Chinese organisations such as the Big Sword Society began to emerge in opposition to Christian missions in the country. The Yi he quan (Society of Righteous and Harmonious Fists) were another movement opposing the spread of Christianity. They wore red clothing and practiced ritual boxing, leading to their nickname of Boxers.

In 1898, the Chinese emperor Guangxu tried to counter the unrest in the country following the defeat by Japan and the scramble for concessions by the other powers in the area. He introduced decrees characterised as the "Hundred Days of Reform". These attempts at reform of the old Manchu empire were stamped out by the Empress Dowager Ci Xi, who assumed power in September. The European powers thought they scented blood, and moved in for the kill, trying to take over Chinese land.

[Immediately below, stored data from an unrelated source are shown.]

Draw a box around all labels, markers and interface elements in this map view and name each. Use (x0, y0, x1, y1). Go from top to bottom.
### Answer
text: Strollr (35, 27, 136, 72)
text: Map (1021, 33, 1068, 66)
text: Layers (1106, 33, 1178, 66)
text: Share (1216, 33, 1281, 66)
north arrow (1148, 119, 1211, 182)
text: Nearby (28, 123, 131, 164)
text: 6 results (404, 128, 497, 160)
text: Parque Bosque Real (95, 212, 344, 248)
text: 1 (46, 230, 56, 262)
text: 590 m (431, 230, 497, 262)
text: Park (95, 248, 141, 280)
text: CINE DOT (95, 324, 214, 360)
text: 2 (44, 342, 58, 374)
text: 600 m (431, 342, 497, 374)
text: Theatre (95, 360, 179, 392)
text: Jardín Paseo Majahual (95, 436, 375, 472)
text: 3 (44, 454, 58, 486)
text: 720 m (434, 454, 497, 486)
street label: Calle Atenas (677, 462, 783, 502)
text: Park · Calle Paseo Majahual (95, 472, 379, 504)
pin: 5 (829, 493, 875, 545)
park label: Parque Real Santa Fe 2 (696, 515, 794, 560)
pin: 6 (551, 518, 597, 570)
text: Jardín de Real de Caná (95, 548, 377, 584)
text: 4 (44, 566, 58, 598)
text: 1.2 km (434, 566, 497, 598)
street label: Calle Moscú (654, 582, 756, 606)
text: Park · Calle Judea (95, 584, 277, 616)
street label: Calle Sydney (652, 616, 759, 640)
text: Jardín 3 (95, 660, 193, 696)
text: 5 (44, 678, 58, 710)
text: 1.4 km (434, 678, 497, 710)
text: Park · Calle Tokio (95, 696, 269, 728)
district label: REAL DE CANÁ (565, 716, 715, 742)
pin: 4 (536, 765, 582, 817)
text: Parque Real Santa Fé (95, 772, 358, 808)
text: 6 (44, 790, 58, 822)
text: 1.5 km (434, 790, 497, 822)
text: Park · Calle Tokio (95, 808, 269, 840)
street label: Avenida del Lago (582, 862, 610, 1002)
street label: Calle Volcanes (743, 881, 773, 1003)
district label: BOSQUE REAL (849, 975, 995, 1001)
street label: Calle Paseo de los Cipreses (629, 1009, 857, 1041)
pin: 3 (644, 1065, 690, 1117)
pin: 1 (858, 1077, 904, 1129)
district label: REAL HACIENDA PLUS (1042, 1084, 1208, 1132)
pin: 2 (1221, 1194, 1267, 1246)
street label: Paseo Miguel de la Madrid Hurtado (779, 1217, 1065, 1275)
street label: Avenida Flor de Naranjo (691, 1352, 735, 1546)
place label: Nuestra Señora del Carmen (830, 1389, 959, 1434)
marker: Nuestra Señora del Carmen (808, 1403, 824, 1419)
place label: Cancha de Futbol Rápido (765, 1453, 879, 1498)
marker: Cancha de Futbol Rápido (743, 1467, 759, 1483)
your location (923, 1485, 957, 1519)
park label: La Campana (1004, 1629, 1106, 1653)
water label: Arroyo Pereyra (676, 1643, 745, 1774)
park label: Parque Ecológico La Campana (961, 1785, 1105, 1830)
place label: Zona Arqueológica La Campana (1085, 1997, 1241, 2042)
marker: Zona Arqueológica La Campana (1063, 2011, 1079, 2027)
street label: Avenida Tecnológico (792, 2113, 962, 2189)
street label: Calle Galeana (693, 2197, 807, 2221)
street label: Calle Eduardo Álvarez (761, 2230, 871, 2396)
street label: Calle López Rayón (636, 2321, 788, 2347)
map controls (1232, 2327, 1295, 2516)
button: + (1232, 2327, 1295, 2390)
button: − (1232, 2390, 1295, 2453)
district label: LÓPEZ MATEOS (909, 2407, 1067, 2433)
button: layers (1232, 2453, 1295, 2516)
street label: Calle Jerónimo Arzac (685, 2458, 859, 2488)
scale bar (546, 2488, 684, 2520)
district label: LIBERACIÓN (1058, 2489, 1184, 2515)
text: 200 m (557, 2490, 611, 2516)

In 1899, the Boxers rose up, targeting foreign missionaries and legations, and Chinese traders who worked with the Westerners. By June 1900, after atrocities against Chinese Christians, the Boxers captured the key cities of Tientsin and Beijing. Foreign legations were placed under siege, and Western forces retaliated. The Boxers held Beijing for 55 days before 16,000 foreign troops lifted the siege on 14 August. 76 foreign soldiers and six children were killed, but thousands of Chinese men were massacred, and the already poor regime had to pay huge reparations. Ci Xi was forced to accept peace terms, and Allied soldiers looted the city.


The long-term consequences for the imperial court were to lead to its downfall. Its failure to defend the country from foreign powers increased republican feeling, and revolution followed in 1911, leading to the Republic of China being proclaimed.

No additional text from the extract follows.